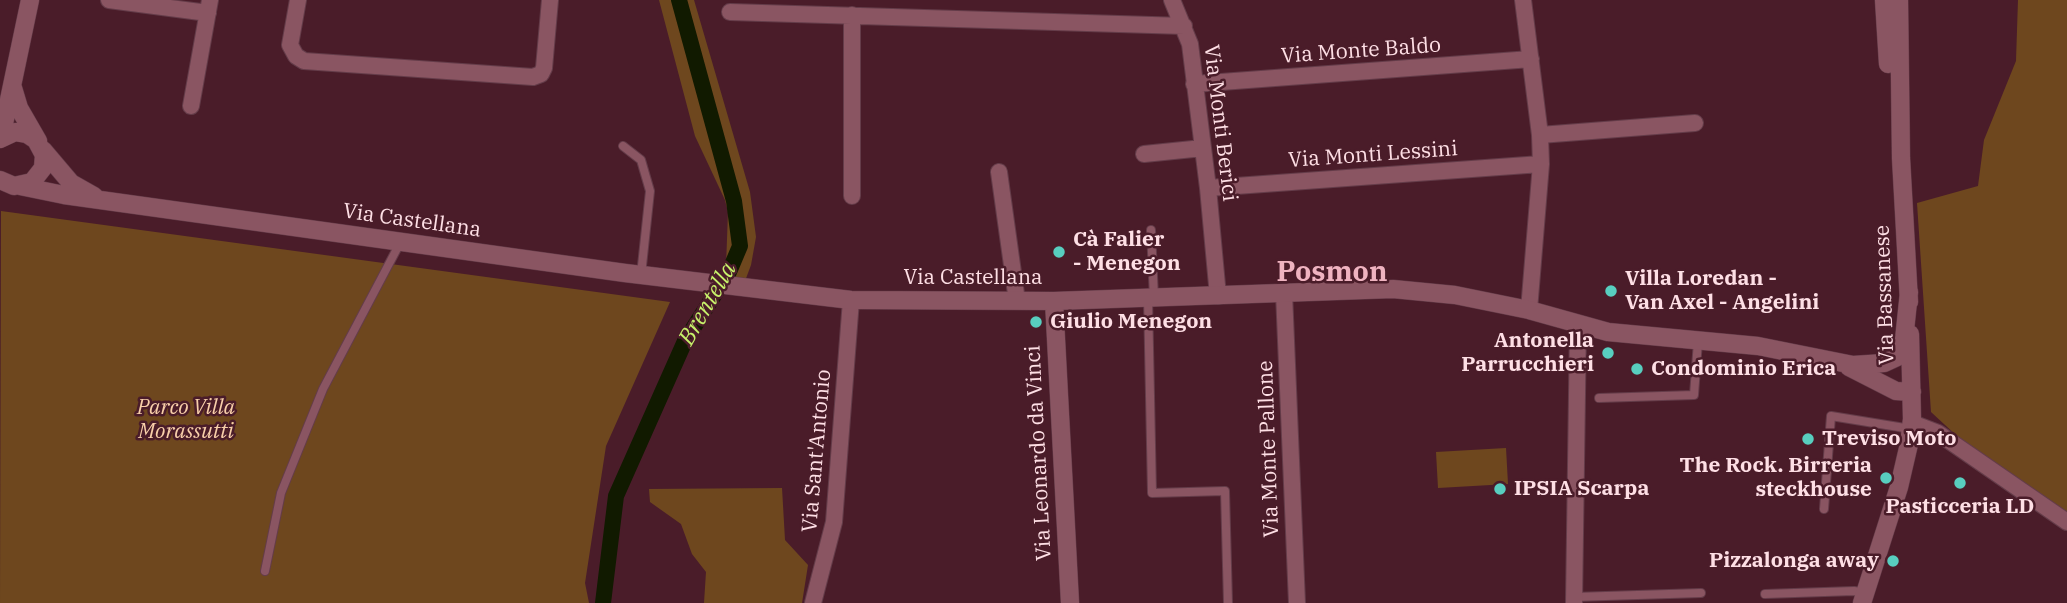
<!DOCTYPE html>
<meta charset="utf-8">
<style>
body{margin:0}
canvas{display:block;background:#4a1c29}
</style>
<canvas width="2067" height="603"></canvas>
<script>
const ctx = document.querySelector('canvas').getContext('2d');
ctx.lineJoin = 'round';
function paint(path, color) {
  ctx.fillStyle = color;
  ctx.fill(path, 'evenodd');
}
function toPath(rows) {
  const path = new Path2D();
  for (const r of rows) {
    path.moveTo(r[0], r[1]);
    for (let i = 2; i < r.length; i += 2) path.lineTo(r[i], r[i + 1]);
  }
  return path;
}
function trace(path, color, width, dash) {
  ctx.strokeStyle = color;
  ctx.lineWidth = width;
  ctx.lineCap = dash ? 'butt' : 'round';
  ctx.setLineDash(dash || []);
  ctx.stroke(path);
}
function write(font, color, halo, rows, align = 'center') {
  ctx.font = font + ' "IBM Plex Serif",serif';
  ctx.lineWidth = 5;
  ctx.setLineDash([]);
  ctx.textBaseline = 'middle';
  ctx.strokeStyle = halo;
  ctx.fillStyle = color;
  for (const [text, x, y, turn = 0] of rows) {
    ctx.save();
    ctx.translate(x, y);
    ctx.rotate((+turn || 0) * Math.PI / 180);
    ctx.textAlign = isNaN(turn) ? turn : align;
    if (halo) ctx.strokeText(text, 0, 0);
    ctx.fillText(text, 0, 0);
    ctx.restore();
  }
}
paint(toPath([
 [659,0,694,0,750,192,756,237,751,265,745,281,722,278,726,267,728,212,725,200,695,136],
 [2018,0,2067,0,2067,514,1958,437,1931,412,1917,203,1978,186,1984,140,2016,61],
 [1,211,670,302,606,446,585,583,589,603,0,603],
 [1506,448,1508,484,1438,488,1436,452],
 [782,488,785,540,808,565,802,603,704,603,706,572,692,554,681,524,650,502,649,489]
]), '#6e471e');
trace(toPath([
 [603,603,616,496,685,341,729,272,740,246,734,201,679,0]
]), '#111a00', 16);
const lane = toPath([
 [623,146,641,160,650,191,641,275],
 [1151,230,1154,298],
 [1148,299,1152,493,1225,491,1228,603],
 [1599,398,1694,395,1698,341],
 [1824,509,1831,416,1911,429],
 [265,571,281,493,323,389,400,243],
 [1765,594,1854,591,1866,593],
 [1574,597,1701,593]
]);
const street = toPath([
 [109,0,208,13],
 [298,0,290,45,296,56,304,61,533,77,541,74,544,68,550,0],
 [1172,0,1190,44,1208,188,1218,296],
 [1523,0,1540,135,1541,164,1529,310],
 [730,12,1184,26],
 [852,15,852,196],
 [1194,84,1531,59],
 [191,106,210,0],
 [1540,135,1695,123],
 [1144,154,1203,148],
 [999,172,1017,301],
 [1208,188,1541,164],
 [1284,293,1297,603],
 [1912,423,1938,433,2067,522],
 [813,603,834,522,851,300],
 [1574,603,1578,325]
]);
const secondary = toPath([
 [1884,0,1888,64],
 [1899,0,1901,158,1909,302],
 [13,88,19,108,38,141],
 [0,135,5,119,30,0],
 [0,139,15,132,27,134,36,140,44,155,43,168,32,182,14,186,0,180],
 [43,150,71,183,94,196],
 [20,186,64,195,625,273,851,300,1054,301,1393,289,1455,295,1529,310,1608,332,1758,346,1853,365,1884,363,1897,357,1904,340,1909,292],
 [1054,301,1070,603],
 [1849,367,1896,391,1912,392],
 [1862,603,1899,487,1909,444,1912,419,1910,334]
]);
trace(lane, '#643c49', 10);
trace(street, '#643c49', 18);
trace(secondary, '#643c49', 19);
trace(lane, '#8a5562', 8);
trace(street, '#8a5562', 16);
trace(secondary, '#8a5562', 18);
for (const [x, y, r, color] of [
 [1059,252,7,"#58cebf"],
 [1611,291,7,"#58cebf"],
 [1036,322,7,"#58cebf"],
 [1608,353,7,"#58cebf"],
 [1637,369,7,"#58cebf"],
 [1808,439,7,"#58cebf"],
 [1886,478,7,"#58cebf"],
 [1960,483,7,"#58cebf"],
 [1500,489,7,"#58cebf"],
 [1893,561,7,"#58cebf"]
]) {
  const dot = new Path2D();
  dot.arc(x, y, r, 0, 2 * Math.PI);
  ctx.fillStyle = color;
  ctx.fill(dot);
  trace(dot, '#4a1c29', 2.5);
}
write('21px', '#fedfe5', '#4a1c29', [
 ["Via Monte Baldo",1361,51,-4],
 ["Via Monti Berici",1220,123,83],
 ["Via Monti Lessini",1373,155,-4],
 ["Via Castellana",412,221,8],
 ["Via Castellana",973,278],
 ["Via Bassanese",1885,295,-92],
 ["Via Monte Pallone",1269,449,-92],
 ["Via Sant'Antonio",817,451,-85],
 ["Via Leonardo da Vinci",1039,453,-93]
]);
write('bold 21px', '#fedfe5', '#4a1c29', [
 ["Cà Falier",1073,240],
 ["- Menegon",1073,264],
 ["Villa Loredan -",1625,279],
 ["Van Axel - Angelini",1625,303],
 ["Giulio Menegon",1050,322],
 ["Antonella",1594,341,"right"],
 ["Parrucchieri",1594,365,"right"],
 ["Condominio Erica",1651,369],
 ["Treviso Moto",1822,439],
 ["The Rock. Birreria",1872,466,"right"],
 ["steckhouse",1872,490,"right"],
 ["IPSIA Scarpa",1514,489],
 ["Pasticceria LD",1960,507,"center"],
 ["Pizzalonga away",1879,561,"right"]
], 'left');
write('italic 21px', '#f8cfa9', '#4a1c29', [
 ["Parco Villa",186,408],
 ["Morassutti",186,432]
]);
write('italic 23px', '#c8f26b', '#4a1c29', [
 ["Brentella",708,304,-60]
]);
write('bold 28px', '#efb3c0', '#4a1c29', [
 ["Posmon",1332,273]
]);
</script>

------------------------------------------------------------

Copy out every line of the material above that contains the string "strokeStyle".

  ctx.strokeStyle = color;
  ctx.strokeStyle = halo;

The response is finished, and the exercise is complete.